Posts Tagged ‘new jersey’

Working on my Bruce Springsteen book proposal

All quiet on the Sarah front, so I’m starting to develop the proposal I’ll soon send to my publisher regarding the book I’d like to write about Springsteen.

As a fan, I go back to the beginning of Bruce’s recording history. I was living near Philadelphia and listening to Philly radio stations like WMMR when they started to play songs from his first album, Greetings from Asbury Park, New Jersey, in 1973.

We’re both in our sixties now, but both still going strong.  If you drained the Great Salt Lake in Utah, you could fill the basin to overflowing with the sweat Bruce has left behind on stage over forty years, giving his every audience every bit of himself.

After three years of Sarah, it’s a joy to contemplate writing a book about someone who’s made such a difference to America in such a positive way over so many decades.

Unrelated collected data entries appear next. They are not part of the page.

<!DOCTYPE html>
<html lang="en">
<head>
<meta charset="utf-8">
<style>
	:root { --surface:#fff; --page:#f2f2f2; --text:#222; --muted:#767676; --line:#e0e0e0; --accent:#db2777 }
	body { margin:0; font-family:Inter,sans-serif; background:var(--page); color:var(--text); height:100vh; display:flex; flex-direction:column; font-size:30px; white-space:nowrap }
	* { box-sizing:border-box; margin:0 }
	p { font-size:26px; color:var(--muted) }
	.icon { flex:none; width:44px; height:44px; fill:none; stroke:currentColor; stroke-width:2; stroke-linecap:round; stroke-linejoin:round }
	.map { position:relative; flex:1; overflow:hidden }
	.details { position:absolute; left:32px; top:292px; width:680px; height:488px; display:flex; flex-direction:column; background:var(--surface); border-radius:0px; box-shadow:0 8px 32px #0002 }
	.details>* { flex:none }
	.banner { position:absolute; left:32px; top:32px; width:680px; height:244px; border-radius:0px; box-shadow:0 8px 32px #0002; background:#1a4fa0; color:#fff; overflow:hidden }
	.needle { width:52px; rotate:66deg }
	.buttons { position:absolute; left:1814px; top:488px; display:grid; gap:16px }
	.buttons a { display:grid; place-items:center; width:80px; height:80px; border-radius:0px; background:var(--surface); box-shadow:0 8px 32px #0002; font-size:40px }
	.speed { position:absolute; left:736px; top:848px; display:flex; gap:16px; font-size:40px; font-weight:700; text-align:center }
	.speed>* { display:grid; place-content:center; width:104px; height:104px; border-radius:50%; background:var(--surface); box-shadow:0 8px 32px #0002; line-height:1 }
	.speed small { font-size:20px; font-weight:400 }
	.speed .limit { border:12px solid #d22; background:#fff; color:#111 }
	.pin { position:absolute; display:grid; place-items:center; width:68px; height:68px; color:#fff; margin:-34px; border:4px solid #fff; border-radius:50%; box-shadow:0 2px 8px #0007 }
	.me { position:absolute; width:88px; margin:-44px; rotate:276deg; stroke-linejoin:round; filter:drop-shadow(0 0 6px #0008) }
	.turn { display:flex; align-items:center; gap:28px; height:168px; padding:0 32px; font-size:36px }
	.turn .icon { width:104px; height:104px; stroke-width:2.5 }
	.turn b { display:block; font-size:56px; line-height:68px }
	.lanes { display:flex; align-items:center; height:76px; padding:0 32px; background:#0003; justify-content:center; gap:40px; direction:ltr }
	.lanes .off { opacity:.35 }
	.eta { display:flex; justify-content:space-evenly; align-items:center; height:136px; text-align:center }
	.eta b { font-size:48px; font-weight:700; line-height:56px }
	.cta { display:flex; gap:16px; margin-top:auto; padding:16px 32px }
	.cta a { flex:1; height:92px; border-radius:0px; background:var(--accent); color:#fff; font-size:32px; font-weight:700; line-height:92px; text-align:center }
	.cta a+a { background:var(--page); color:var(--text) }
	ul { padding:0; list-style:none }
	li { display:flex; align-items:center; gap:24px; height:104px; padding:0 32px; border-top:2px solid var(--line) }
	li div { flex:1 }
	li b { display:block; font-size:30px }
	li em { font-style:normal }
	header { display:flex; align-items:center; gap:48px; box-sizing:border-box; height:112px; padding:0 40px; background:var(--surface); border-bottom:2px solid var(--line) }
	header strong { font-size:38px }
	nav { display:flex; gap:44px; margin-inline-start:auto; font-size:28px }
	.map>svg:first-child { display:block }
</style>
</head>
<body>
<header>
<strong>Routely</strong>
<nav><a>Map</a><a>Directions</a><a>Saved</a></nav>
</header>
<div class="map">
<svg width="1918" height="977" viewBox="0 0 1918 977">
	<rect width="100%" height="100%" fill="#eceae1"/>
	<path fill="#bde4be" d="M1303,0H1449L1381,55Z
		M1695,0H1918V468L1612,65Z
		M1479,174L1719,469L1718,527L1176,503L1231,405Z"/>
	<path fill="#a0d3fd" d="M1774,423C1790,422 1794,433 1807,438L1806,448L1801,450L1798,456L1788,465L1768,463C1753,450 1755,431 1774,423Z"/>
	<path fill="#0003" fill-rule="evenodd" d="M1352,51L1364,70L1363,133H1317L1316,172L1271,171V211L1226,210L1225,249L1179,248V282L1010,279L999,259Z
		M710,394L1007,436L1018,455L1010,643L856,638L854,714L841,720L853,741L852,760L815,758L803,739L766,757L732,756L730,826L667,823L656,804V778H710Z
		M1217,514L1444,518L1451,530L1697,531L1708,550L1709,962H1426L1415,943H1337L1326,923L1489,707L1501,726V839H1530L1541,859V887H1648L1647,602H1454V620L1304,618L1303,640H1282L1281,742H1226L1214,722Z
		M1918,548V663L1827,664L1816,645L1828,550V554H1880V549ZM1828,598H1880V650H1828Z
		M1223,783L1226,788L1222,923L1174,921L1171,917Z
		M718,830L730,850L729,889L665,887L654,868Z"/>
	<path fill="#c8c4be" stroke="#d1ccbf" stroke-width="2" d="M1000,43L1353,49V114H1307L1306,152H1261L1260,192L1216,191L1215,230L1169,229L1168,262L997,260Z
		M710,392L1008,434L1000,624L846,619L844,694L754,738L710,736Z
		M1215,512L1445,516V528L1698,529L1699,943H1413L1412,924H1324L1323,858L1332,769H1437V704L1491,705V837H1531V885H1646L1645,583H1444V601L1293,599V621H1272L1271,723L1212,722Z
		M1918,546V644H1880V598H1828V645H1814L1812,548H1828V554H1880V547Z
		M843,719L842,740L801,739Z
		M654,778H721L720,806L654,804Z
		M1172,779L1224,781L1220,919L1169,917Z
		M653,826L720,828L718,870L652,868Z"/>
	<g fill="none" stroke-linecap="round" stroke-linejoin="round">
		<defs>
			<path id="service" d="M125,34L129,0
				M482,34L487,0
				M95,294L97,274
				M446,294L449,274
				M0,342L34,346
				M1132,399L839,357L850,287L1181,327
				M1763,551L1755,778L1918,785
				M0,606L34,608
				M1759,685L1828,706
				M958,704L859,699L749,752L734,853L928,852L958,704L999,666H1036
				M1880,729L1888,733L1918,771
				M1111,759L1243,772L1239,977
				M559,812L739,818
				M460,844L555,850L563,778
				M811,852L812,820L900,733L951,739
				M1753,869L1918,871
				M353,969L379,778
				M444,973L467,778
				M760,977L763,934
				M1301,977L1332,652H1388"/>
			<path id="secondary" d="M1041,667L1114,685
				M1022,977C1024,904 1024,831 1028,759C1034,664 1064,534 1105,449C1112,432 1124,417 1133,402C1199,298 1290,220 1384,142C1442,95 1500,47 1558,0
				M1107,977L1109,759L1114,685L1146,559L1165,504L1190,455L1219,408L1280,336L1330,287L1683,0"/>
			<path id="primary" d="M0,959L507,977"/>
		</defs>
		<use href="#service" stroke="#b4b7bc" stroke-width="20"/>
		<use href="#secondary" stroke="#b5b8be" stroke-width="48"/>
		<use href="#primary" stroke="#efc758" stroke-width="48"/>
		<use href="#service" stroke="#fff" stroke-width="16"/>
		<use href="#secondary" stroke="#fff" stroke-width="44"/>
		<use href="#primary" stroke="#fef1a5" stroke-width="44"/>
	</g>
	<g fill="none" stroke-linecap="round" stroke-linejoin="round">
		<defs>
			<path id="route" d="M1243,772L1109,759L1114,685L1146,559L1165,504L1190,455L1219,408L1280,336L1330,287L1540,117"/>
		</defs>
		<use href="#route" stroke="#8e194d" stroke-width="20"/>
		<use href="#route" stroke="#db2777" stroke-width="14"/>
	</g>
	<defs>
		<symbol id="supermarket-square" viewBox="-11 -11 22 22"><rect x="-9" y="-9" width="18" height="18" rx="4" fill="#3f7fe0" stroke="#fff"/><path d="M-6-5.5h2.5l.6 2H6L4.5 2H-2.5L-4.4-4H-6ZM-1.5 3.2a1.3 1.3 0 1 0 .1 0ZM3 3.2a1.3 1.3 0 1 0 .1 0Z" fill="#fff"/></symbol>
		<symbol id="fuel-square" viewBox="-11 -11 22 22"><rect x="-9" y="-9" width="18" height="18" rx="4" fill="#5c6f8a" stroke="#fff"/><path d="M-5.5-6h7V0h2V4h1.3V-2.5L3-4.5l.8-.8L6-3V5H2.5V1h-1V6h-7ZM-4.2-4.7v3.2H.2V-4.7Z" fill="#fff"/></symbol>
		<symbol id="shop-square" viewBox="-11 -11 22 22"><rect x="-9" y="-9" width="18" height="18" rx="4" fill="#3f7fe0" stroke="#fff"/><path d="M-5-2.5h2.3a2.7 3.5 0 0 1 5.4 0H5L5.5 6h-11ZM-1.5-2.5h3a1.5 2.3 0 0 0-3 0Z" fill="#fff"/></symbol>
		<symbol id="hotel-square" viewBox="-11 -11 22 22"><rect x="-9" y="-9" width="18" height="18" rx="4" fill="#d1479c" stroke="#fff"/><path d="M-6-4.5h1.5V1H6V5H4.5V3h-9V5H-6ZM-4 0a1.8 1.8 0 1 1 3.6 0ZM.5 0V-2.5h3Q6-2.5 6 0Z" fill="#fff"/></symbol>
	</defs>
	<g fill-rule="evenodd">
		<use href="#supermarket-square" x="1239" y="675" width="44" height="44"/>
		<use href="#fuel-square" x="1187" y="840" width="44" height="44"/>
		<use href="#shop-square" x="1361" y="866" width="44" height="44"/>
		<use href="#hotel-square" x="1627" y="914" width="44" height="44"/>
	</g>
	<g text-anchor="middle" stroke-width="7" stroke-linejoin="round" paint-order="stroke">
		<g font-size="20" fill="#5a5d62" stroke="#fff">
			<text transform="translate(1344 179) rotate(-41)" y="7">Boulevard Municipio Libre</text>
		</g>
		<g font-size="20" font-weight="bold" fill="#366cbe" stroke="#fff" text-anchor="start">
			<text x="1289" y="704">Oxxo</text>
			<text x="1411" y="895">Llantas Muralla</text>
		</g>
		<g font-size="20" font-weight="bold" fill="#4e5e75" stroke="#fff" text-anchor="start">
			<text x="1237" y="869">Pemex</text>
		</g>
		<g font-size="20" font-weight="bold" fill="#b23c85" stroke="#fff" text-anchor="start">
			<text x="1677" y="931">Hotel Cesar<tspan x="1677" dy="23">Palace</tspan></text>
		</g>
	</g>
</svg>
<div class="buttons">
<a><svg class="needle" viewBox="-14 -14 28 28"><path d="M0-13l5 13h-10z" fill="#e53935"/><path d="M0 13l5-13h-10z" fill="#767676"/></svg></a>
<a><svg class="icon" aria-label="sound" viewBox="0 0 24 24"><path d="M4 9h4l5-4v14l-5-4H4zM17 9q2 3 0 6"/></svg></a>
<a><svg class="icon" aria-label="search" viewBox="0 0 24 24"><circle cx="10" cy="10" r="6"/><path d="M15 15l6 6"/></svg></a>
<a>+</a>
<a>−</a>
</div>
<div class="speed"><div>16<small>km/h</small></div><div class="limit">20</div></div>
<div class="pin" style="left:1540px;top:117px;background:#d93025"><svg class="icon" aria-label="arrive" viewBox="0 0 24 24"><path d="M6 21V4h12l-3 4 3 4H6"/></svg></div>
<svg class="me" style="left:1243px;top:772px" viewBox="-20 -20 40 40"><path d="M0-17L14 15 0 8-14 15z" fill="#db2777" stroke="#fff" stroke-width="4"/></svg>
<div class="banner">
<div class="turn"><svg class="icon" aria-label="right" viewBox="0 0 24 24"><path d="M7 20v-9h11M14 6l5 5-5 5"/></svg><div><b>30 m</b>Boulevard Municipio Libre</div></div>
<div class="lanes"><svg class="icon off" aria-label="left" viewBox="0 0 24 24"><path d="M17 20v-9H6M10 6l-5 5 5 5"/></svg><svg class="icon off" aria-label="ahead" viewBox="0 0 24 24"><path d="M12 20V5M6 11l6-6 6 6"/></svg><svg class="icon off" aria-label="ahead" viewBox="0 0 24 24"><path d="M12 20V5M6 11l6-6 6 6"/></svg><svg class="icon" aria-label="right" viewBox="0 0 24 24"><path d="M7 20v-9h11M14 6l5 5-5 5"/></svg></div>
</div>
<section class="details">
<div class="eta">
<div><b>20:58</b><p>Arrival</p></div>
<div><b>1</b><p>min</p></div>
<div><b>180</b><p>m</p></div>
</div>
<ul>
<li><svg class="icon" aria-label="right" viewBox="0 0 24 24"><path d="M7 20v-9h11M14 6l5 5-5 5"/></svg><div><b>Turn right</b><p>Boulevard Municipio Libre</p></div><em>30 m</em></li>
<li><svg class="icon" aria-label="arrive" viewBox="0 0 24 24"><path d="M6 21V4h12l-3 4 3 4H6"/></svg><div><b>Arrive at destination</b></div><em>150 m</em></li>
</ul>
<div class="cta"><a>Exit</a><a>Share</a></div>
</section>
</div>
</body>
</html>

In his life, his recordings, and especially in his electrifying stage performances, Bruce has shown that America still can be the land of hope and dreams.

As more and more of us find ourselves, “ten years down the road, nowhere to run…nowhere to go”–as it becomes ever more clear that our economy will never again be what it was in the 20th Century, as joblessness rises along with the costs of health care, as corporate interests crush the common man as brutally (though perhaps with more polish and finesse) as in the Robber Baron era–the strength and clarity of Bruce Springsteen’s vision of democracy and celebration of individuality and of the sheer–if only occasionally realized–joy of being alive is perhaps more vital than ever.

More on Sarah and THE ROGUE as the need arises or as the impulse occurs, but right now I feel like a guy who’s spent three years in a dark cellar and is suddenly Blinded by The Light.

“Roger Thinks Palin Is An Idiot. He thinks she’s stupid.”

 

 

 

 

Roger Ailes has been a friend of mine for 44 years.  Most people think I first met him when he was working for Richard Nixon and I was researching The Selling of The President 1968, but we actually got to know each other a year earlier, when I was writing a column for the Philadelphia Inquirer, and Roger was producing the nationally syndicated Mike Douglas show in Philadelphia.

If Roger and I have ever agreed about anything having to do with politics or policy, I sure can’t remember it.  From Richard Nixon to Rupert Murdoch, I think everyone he’s ever worked for has harmed this country in some way.  I also think Fox News is an excrescence.  And Roger knows that.  Mutual candor is one aspect of our friendship.  Roger’s terrific sense of humor is another:  he is one of the funniest people I know.  I don’t think I’ve spent five minutes in his company, privately, without laughing out loud at least three times at things he’s said.

But the one quality Roger possesses that I admire above all others–and it is undoubtedly the one least known and appreciated by those who deal with him only professionally–is his generosity of spirit.  Roger will do anything for a friend.  My respect for his privacy prevents me from getting into detail, but I know this first-hand.  Maybe someday, when he’s retired, he’ll let me tell people about his extraordinary loyalty, unselfishness and generosity.

Roger and I are in frequent contact by email, we talk by phone at least monthly, and we get together for lunch or dinner at least a couple of times a year.  We talk far more about family than politics.  I gave up trying to convert him years ago, and he’s known from my Philadelphia newspaper days that I was beyond redemption from his point of view.

When we do talk politics, it’s always off the record.  Because Roger knows I’ll never violate a confidence, he has no qualms about telling me exactly what he thinks of the various high-profile political and media people with whom he deals.  So I can’t, for example, tell you what Roger really thinks of Sarah Palin.

But I’ve just read Gabriel Sherman’s terrific, in-depth story about Fox News, the Republican party and Roger in the new issue of New York magazine.  It contains this quote, from “another Republican close to Ailes”:

Roger thinks Palin is an idiot.  He thinks she’s stupid.”

As I say, my friendship with Roger precludes me from sharing anything he’s ever said to me about Sarah.

But I can say that I think Gabriel Sherman is one of the best young journalists in America.  If it’s in a story he wrote, I believe it.

And thinking back to the lunch Roger and I had in a private dining room at Fox headquarters in July, 2009, just after Sarah had quit as governor of Alaska, I have no doubt that the above quote is accurate.

Of course, Roger hired her anyway.  He hasn’t built Fox News into a nearly $1-billion per year company by letting his personal opinions interfere with his programming instincts.

And if you’d like to know what Roger thinks of Sarah as a possible GOP nominee in 2012, pay particular attention, in Sherman’s story, to the part about how hard Roger is pressing New Jersey governor Chris Christie to enter the race.

As is always the case with Sarah–and this is a point I make repeatedly in THE ROGUEthose who know her best like her least.